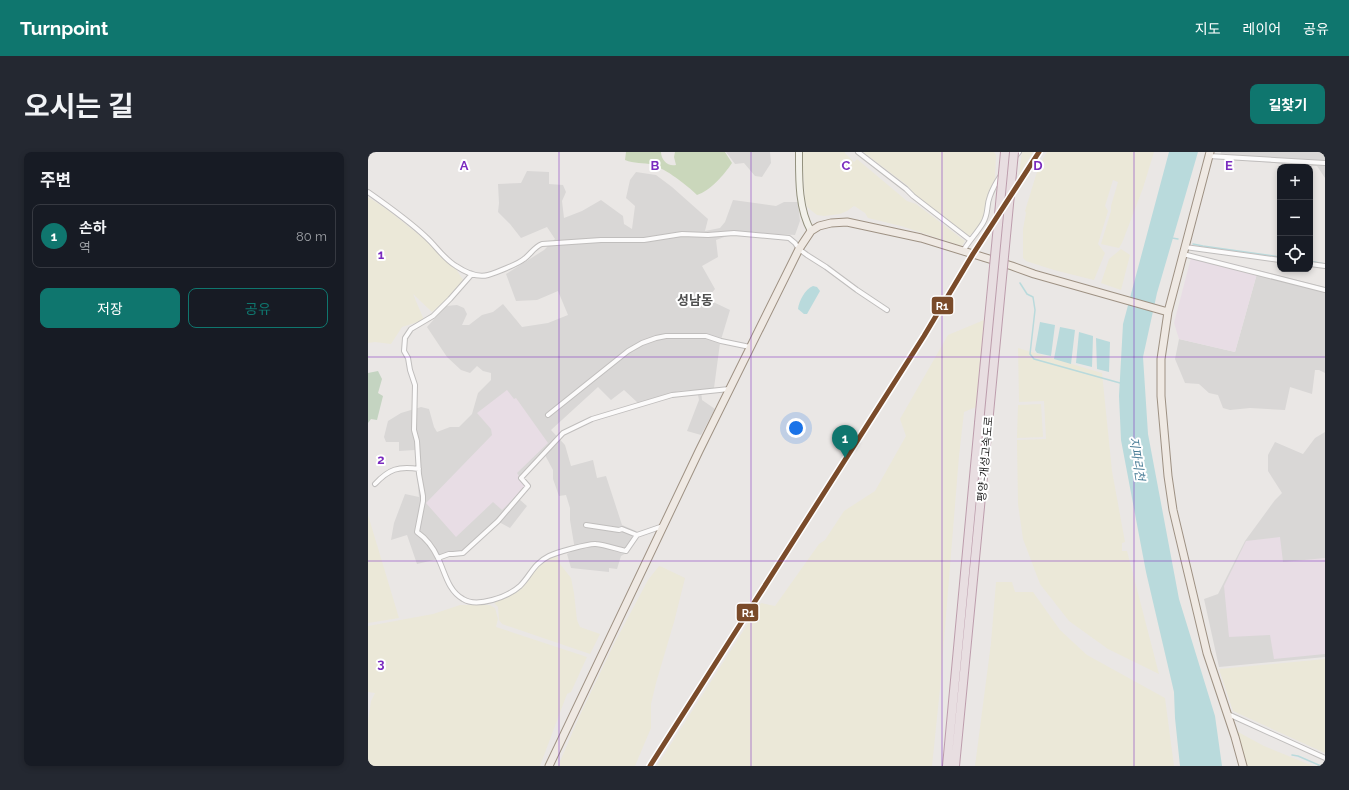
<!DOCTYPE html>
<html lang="ko">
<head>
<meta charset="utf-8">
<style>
	:root { --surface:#171b24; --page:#242831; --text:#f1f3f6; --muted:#9ea1a6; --line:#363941; --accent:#0f766e }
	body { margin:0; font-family:Raleway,"Noto Sans KR",sans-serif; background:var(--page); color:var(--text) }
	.controls { position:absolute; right:12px; top:12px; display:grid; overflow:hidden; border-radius:8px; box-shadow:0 2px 6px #0003 }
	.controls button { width:36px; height:36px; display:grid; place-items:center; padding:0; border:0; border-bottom:1px solid var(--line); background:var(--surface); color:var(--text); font:20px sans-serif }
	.you { position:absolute; left:428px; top:276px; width:14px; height:14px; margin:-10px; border:3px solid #fff; border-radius:50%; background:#1a73e8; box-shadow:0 0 0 6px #1a73e833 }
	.badge { display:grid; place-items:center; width:26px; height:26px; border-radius:50%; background:var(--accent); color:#fff; font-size:13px; font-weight:700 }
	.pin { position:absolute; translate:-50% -33px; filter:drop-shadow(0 1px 2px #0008) }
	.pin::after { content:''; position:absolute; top:21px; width:14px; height:12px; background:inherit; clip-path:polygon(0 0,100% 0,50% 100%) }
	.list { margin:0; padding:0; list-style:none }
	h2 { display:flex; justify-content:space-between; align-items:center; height:52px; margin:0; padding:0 16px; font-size:17px }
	h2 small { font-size:13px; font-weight:400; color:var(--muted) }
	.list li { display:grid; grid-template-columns:26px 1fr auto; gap:12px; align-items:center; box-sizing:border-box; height:64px; margin:0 8px 8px; padding:0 8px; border:1px solid var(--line); border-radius:8px }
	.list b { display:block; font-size:15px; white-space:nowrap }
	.list p { margin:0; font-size:13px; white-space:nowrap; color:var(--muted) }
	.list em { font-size:13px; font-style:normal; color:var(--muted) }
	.actions { display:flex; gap:8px; padding:12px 16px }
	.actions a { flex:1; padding:9px 0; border:1px solid var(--accent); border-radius:8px; text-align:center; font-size:14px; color:var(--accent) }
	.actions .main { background:var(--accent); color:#fff }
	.icon { flex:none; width:22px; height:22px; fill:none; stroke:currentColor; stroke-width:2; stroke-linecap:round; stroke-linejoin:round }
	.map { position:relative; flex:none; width:957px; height:614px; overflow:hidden; border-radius:8px }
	header { display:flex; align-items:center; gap:24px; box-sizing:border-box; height:56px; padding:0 20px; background:var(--accent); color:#fff }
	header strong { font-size:19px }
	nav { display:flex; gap:22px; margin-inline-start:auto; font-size:14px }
	.intro { display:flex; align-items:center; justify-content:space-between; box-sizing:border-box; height:96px; padding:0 24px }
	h1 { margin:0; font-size:28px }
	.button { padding:10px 18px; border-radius:8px; background:var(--accent); color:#fff; font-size:14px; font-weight:700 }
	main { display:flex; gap:24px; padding:0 24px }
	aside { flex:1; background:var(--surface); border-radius:8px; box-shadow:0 2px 6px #0003 }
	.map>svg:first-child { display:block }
	.residential { fill:#d9d7d6 }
	.industrial { fill:#e8dde5 }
	.farmland { fill:#ebe8d8 }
	.forest { fill:#cad7bb }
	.cemetery { fill:#c4d4c1 }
	.water { fill:#b9dadc }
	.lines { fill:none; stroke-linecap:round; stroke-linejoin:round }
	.stream { stroke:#b9dadc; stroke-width:1.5 }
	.street-casing { stroke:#c0bebd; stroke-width:6 }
	.secondary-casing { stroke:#93917e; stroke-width:8 }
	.primary-casing { stroke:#9e9183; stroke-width:9 }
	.highway-casing { stroke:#bd9dac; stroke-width:10 }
	.street { stroke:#fcfbfb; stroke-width:4 }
	.secondary { stroke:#f2f1ea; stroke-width:6 }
	.primary { stroke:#efe9e3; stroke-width:7 }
	.highway { stroke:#e8dee1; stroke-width:8 }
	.highway-bridge-casing { stroke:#bd9dac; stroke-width:10; stroke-linecap:butt }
	.highway-bridge { stroke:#e8dee1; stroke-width:8 }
	.rail-1-casing { stroke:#fff; stroke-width:8 }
	.rail-1 { stroke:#7a4b2a; stroke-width:5 }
	.grid { fill:none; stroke:#7b2cbf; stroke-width:1; stroke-opacity:0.55 }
	.labels { text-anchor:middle; stroke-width:4; stroke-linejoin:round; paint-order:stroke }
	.street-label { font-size:11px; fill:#1c1c1c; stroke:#fff }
	.water-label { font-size:12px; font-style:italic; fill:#487c96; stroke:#fff }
	.quarter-label { font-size:13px; font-weight:bold; fill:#4f4f4f; stroke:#fff }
	.grid-label { font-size:13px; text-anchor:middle; font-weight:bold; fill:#7b2cbf; stroke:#fff; stroke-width:4; stroke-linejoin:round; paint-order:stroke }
	.line-badge { stroke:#fff; stroke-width:1.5 }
	.badge-label { font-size:11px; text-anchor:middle; font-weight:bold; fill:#fff }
</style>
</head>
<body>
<header>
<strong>Turnpoint</strong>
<nav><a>지도</a><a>레이어</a><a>공유</a></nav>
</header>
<div class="intro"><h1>오시는 길</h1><a class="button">길찾기</a></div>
<main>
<aside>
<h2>주변<small></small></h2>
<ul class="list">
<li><span class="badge">1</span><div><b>손하</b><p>역</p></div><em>80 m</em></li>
</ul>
<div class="actions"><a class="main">저장</a><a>공유</a></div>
</aside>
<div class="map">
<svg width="957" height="614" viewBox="0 0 957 614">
	<rect width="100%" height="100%" fill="#eae7e5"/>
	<path class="residential" d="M 358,0 L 402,0 L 403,11 L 394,25 L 387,24 L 376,11 L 367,12 Z
		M 853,0 L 957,0 L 957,26 L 949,14 L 851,7 Z
		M 159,19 L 181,20 L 181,32 L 195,33 L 198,40 L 194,49 L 196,66 L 214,59 L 233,48 L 255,64 L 256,72 L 264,77 L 267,54 L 258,46 L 262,28 L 268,20 L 288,23 L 304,35 L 340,67 L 337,79 L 352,76 L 357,70 L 365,48 L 408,54 L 416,50 L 430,50 L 432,69 L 427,83 L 370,80 L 348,88 L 350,105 L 334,114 L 347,137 L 339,147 L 362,158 L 352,191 L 346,236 L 333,238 L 334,248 L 347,257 L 333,283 L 319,279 L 331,248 L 329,238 L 311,239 L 270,251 L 256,238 L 243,248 L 230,235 L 183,278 L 197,293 L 203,314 L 225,308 L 229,326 L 238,324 L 254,373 L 268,379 L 271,385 L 260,400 L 253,404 L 249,417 L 241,416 L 241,420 L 203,416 L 199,402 L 207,398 L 202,368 L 202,356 L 198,343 L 191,344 L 185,327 L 185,318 L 177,303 L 155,327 L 151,347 L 159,354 L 142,376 L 131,370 L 91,402 L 49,412 L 39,383 L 23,388 L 26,371 L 37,342 L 51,345 L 47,298 L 31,299 L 31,290 L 18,290 L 16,285 L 20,269 L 33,261 L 53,255 L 61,257 L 66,275 L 69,280 L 82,275 L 91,275 L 104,262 L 110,241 L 123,228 L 123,221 L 115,219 L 109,214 L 102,221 L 93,218 L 79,205 L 59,175 L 78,154 L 89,153 L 96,156 L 99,162 L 94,173 L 101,173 L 114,163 L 125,160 L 135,152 L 154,175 L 180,171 L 200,163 L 190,139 L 169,148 L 148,149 L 138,122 L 176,98 L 187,87 L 179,75 L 153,86 L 142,72 L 130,60 L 131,51 L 130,32 L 153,31 Z
		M 890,118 L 957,135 L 957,221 L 951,218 L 947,218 L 944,242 L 922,235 L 917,258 L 882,256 L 862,258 L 855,256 L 850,243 L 841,241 L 831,232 L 817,231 L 807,207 L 811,187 L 867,200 Z
		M 957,280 L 957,505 L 851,515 L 836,447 L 850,442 L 877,389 L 907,348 L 914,341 L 900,319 L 900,303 L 907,290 L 935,302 L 947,286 Z"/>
	<path class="industrial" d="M 824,102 L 890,118 L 867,200 L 811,187 L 806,171 Z
		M 139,238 L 146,247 L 148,246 L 180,291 L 149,321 L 158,334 L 134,358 L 125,350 L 88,385 L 58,351 L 124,283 L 123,277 L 109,261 Z
		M 912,385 L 915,410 L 957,406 L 957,502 L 906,507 L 902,483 L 861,485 L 856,434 L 878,389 Z"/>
	<path class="farmland" d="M 434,0 L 477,0 L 477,1 L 486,10 L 489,7 L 539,49 L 548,52 L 597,89 L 594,94 L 533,74 L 500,66 L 497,61 L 488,55 L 486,54 L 479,59 L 472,62 L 456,64 L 449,63 L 439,55 L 437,47 Z
		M 495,0 L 626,0 L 628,3 L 627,27 L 619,45 L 616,66 L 606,80 L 601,84 L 546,42 L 540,34 Z
		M 654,0 L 665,0 L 651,23 Z
		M 679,0 L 786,0 L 775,36 L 754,91 L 751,96 L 733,92 L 743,59 L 743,54 L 750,30 L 745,28 L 737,54 L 740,59 L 730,92 L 737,101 L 726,128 L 686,118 L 658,109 L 655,106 L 655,77 L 658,61 L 657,59 L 668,23 L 674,8 Z
		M 0,45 L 20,58 L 65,94 L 73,105 L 88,117 L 95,128 L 81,145 L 64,160 L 45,142 L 56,168 L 34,175 L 23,192 L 7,190 L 0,191 Z
		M 753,97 L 762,103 L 753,138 L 733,131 L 741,107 Z
		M 616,168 L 608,255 L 596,260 L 591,304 L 572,537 L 564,614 L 289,614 L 393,451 L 407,454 L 451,392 L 457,388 L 476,359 L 507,339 L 538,284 L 532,267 L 580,183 Z
		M 650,196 L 734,221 L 744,319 L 757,390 L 754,391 L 754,399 L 759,399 L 791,522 L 740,497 L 701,469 L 672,432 L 655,387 L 650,352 L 649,288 L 678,287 L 676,249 L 651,250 Z
		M 673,252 L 675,285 L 649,286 L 650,253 Z
		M 0,363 L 31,466 L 0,471 Z
		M 187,404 L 190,405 L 192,412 L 203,426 L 206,441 L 209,468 L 212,475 L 232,482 L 222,502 L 134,472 L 131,468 L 130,455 L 126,451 L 149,440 L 157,433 L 170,414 L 181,406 Z
		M 291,414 L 294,415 L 317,426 L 306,470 L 288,531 L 283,552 L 283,576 L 267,614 L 190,614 L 212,563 L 247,490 L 280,428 Z
		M 628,430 L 644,430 L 647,440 L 665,440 L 692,478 L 719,503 L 797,546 L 806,614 L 607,614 L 623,491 Z
		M 92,453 L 122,453 L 127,456 L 130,467 L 128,475 L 219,505 L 203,540 L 199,542 L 172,614 L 0,614 L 0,569 L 3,549 L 7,541 L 0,540 L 0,474 L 65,462 Z
		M 957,507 L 957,601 L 865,559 L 851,517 Z
		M 870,580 L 896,594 L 945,614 L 877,614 L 869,581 Z"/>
	<path class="forest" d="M 258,0 L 293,0 C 293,8 300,15 308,13 L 306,5 L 307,0 L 357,0 L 364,11 C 356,23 342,39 329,43 C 319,33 298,17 285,13 C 275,10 266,12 257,8 Z"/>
	<path class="cemetery" d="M 10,219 L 14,227 L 10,241 L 15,244 L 9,268 L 3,267 L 0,271 L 0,221 Z"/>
	<path class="water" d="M 801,0 L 830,0 L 789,141 L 775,205 L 780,282 L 811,447 L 847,564 L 854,614 L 812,614 L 807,566 L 806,540 L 778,420 L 753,288 L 751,244 L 755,172 Z
		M 445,134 L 449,135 L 452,139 L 439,162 L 436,162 L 430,157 C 431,149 437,137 445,134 Z
		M 672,170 L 687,173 L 683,204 L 669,201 L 667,198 Z
		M 692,175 L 707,178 L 703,212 L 686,207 Z
		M 711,180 L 725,184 L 724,215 L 708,211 Z
		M 728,186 L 742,190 L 741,220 L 729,217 Z"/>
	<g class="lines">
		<path class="stream" d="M 804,86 L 810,87
			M 825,92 L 835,94 L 912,105
			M 942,109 L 957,112
			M 652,131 L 659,142 L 665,145 L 667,158 L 662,202 L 666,207 L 752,231
			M 924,603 L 930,604 L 953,614"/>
		<defs>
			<path id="street" d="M 490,0 L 538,37 L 545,44 L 602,88
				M 841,4 L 957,11
				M 0,40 C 20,54 40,68 58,85 C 68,94 76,107 88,114 C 97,120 109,126 120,123 C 127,121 150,112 156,107 C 163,102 166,95 174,92 L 233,88 L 276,88 L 314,82 L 340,83 L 366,81 L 421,86 L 427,91 L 431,97 L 439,103 L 458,115 L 489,138 L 519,158
				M 817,95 L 912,108
				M 595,99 C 601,89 609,81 615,71 C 621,61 618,54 622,44 C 628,27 640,14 651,0
				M 815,102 L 957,138
				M 942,112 L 957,114
				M 104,122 L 82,147 L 65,164 L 43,177 L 37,186 L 36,199 L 40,206 L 42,218 L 47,233 L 46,278 L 49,289 L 51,322 L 55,344 L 55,349 L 49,380 C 59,387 65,395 70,406 C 77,420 80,439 95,447 C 109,456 140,445 152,434 C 163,423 165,412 181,404 C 187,401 221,391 228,392 C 238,393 248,397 258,399 L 269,383
				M 180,263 L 260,199 L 274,191 L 288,186 L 298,184 L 338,184 L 353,189 L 382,195
				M 7,332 C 21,317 30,314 51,317
				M 218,373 L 251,378 L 254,377 L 269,383 L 295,374
				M 70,406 L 81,402 L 85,402 L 95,401 L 130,369 L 160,334 L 153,326 L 195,281 L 224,267 L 304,243 L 361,237
				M 860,562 L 957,606"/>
			<path id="secondary" d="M 431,0 C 431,25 430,56 443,79"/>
			<path id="primary" d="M 842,0 L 800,160 L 793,207 L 793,244 L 800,324 L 805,358 L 839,501 L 867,585 L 875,614
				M 181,614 L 331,299 L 431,97 L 443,79 L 451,74 L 463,71 L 479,70 L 553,86 L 644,114 L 666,122 L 800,160"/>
			<path id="highway" d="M 579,614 L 611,271
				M 587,614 L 620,272"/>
		</defs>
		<use href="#street" class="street-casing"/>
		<use href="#secondary" class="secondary-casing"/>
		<use href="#primary" class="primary-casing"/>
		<use href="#highway" class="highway-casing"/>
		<use href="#street" class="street"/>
		<use href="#secondary" class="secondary"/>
		<use href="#primary" class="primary"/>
		<use href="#highway" class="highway"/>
		<defs>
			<path id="highway-bridge" d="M 611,271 L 637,0
				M 620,272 L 646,0"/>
		</defs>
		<use href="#highway-bridge" class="highway-bridge-casing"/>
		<use href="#highway-bridge" class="highway-bridge"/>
		<defs>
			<path id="rail-1" d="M 282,614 L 556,184 L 605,102 L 671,0"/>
		</defs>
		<use href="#rail-1" class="rail-1-casing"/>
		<use href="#rail-1" class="rail-1"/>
	</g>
	<path class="grid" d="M 191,0 L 191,614M 383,0 L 383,614M 574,0 L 574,614M 766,0 L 766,614M 0,205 L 957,205M 0,409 L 957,409"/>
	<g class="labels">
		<g class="street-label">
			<text transform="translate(617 307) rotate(-85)" y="4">평양-개성고속도로</text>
		</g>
		<g class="water-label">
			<text transform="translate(769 307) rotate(81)" y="4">지파리천</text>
		</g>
		<g class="quarter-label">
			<text x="327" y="153">성남동</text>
		</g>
	</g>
	<g class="grid-label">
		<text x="96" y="18">A</text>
		<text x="287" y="18">B</text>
		<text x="478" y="18">C</text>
		<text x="670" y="18">D</text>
		<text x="861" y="18">E</text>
		<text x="13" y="107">1</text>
		<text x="13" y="312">2</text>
		<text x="13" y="516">3</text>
	</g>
	<g class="line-badge">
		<rect x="563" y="144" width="23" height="19" rx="4" fill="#7a4b2a"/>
		<rect x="368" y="451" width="23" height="19" rx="4" fill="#7a4b2a"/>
	</g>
	<g class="badge-label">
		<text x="574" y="158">R1</text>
		<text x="380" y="465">R1</text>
	</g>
</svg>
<div class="controls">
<button>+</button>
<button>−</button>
<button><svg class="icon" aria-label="locate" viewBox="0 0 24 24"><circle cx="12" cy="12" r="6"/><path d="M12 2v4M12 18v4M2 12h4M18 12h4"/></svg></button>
</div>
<div class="you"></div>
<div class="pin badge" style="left:477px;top:306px">1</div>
</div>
</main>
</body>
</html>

++++++++

## Exercise prompt
Please output exactly the lines of the data above, from its first line through the line with "width:36px; height:36px; display:grid;", and nothing else; drop the pictures.

## Response box
<!DOCTYPE html>
<html lang="ko">
<head>
<meta charset="utf-8">
<style>
	:root { --surface:#171b24; --page:#242831; --text:#f1f3f6; --muted:#9ea1a6; --line:#363941; --accent:#0f766e }
	body { margin:0; font-family:Raleway,"Noto Sans KR",sans-serif; background:var(--page); color:var(--text) }
	.controls { position:absolute; right:12px; top:12px; display:grid; overflow:hidden; border-radius:8px; box-shadow:0 2px 6px #0003 }
	.controls button { width:36px; height:36px; display:grid; place-items:center; padding:0; border:0; border-bottom:1px solid var(--line); background:var(--surface); color:var(--text); font:20px sans-serif }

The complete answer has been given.